MYITKYINA, Kachin State — All Aike Yoon wants is to go home. But he can’t.
The 40-year-old is currently living in Thagara Monastery, which serves as a makeshift internally displaced persons (IDP) camp in Waingmaw Township, Kachin State. He has six children and hails from the village of Sam Paing, 40 miles from the Kachin State capital, Myitkyina. Sam Paing once was home to some 40 households, and every villager owned both buffalos and farmlands. But in 2011, when war broke out between the Kachin Independence Army (KIA) and the Burma Army, Sam Paing and four other nearby villages were caught in the crossfire and burned.
Thursday marked the fifth anniversary of the outbreak of fighting that ended nearly two decades of relative peace.

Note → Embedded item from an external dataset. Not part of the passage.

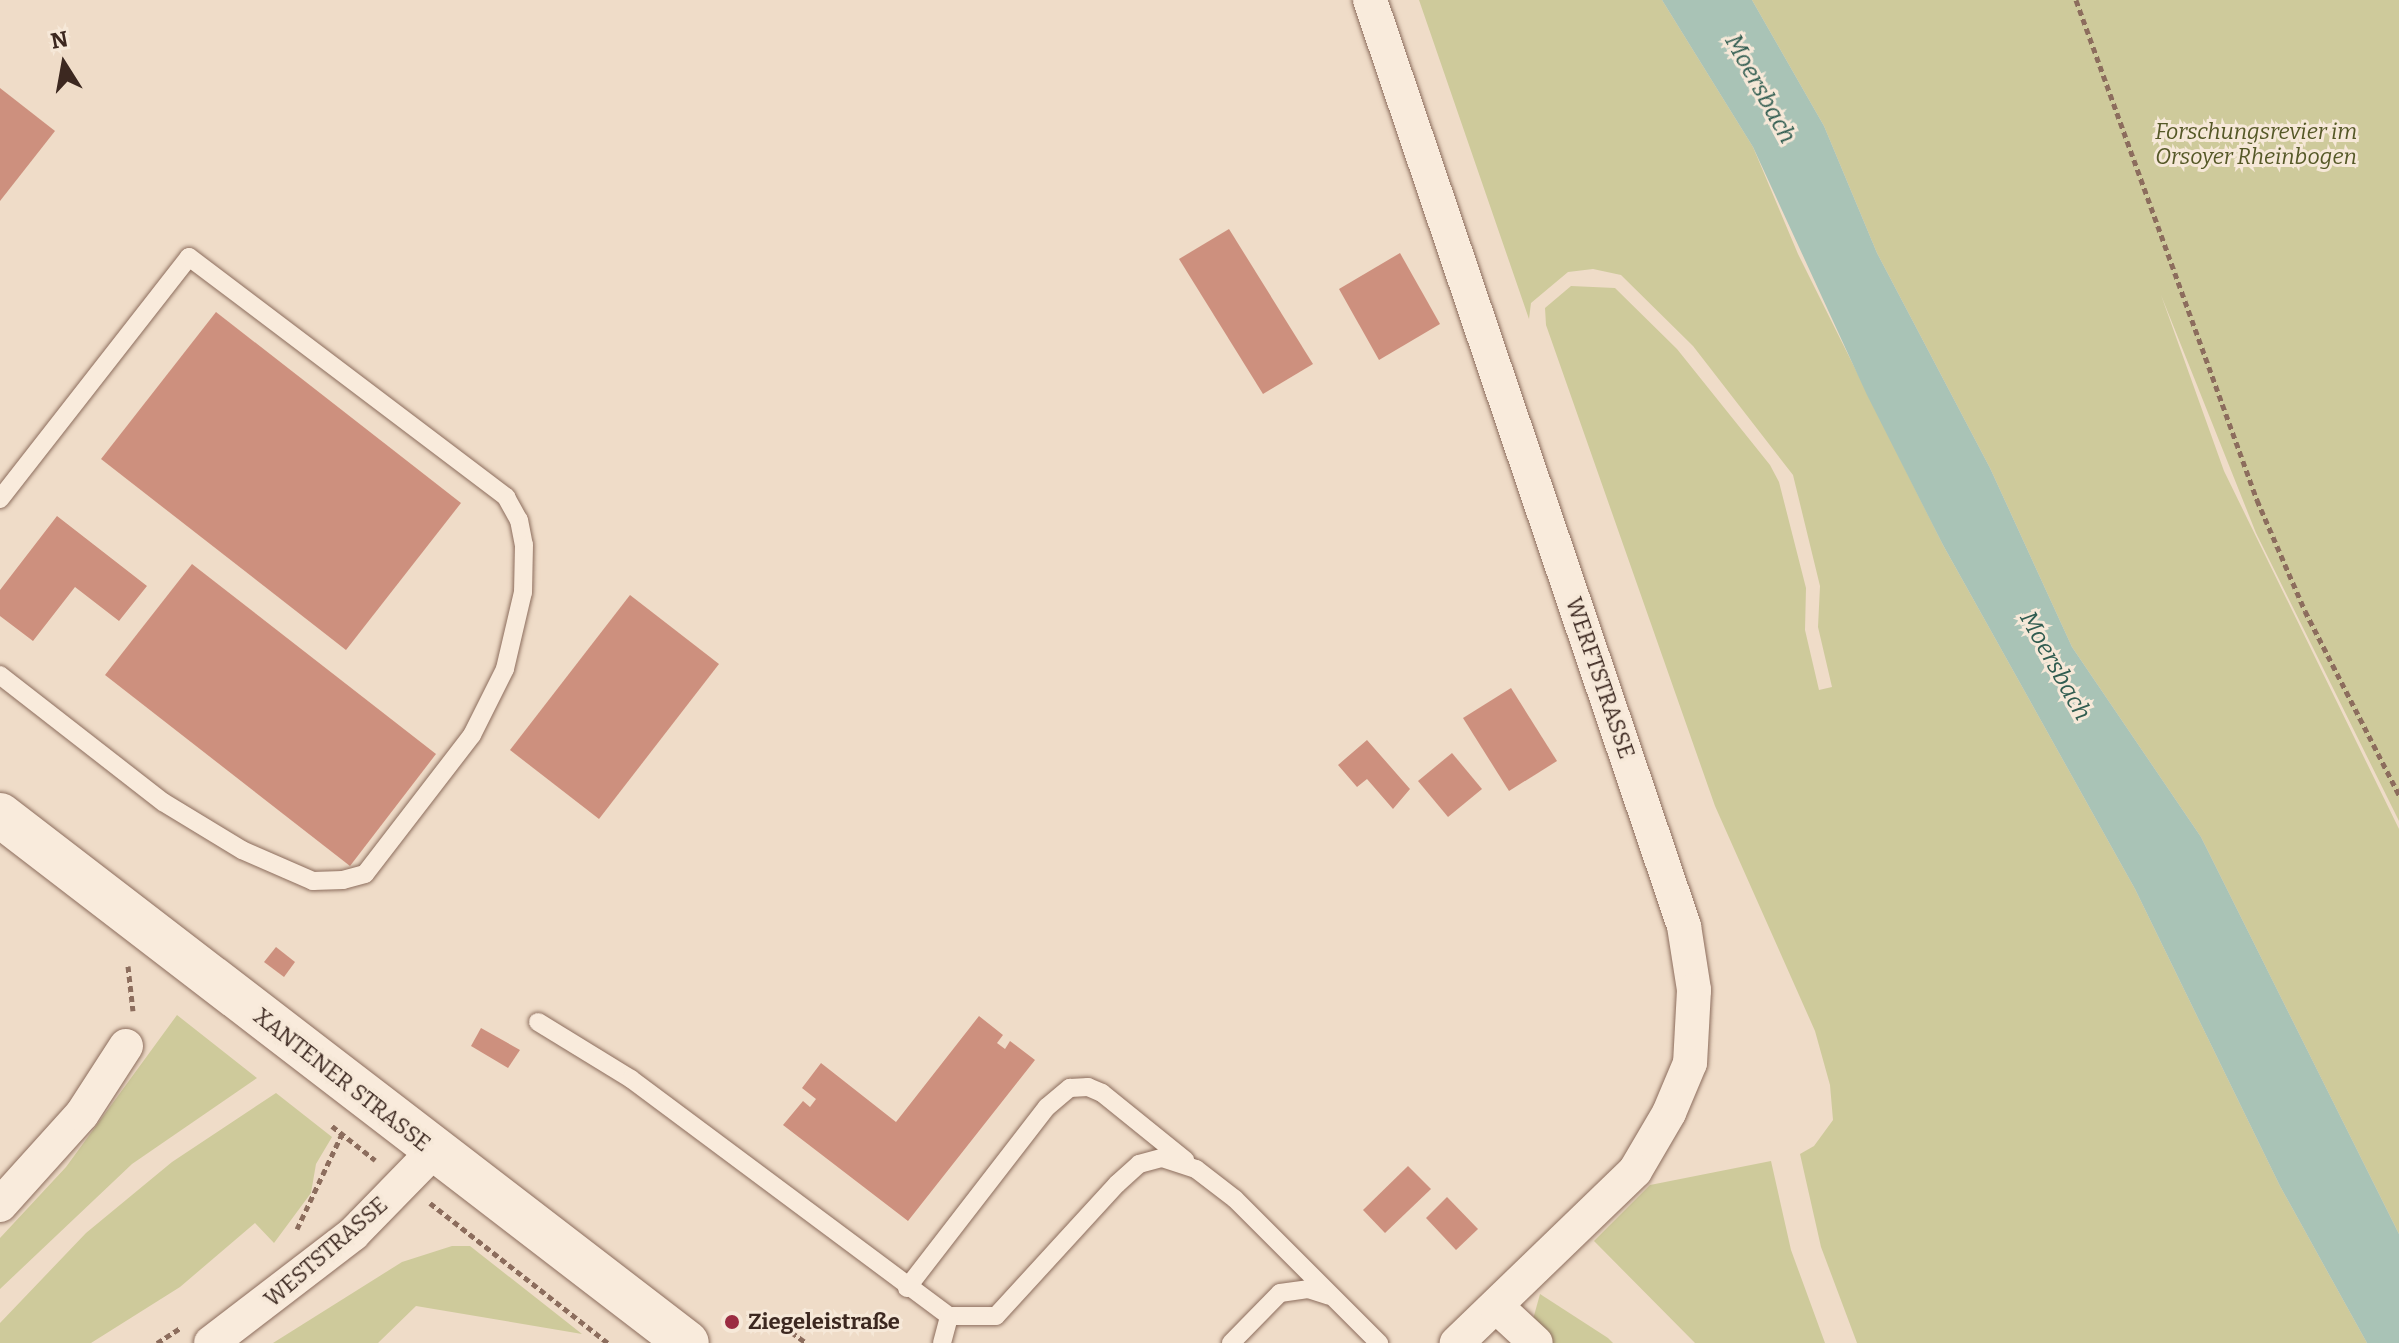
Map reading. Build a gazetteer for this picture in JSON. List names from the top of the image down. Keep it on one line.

Aike Yoon has been living for five years in Thagara camp like the other 480 IDPs residing on the monastery grounds. It is not easy to visit his village, but sometimes he goes back to clear trees and bushes around his house. First, he needs to get the approval of the IDP camp management committee. Then, he needs the go ahead from the Burma Army’s commander to enter that area.
The military command post is based in the middle of Aike Yoon’s village, and any villager returning is watched closely the whole time they are back home.
There are many military checkpoints between the camp and his village, and signs warn of landmines beside the highway between Myitkyina and Bhamo.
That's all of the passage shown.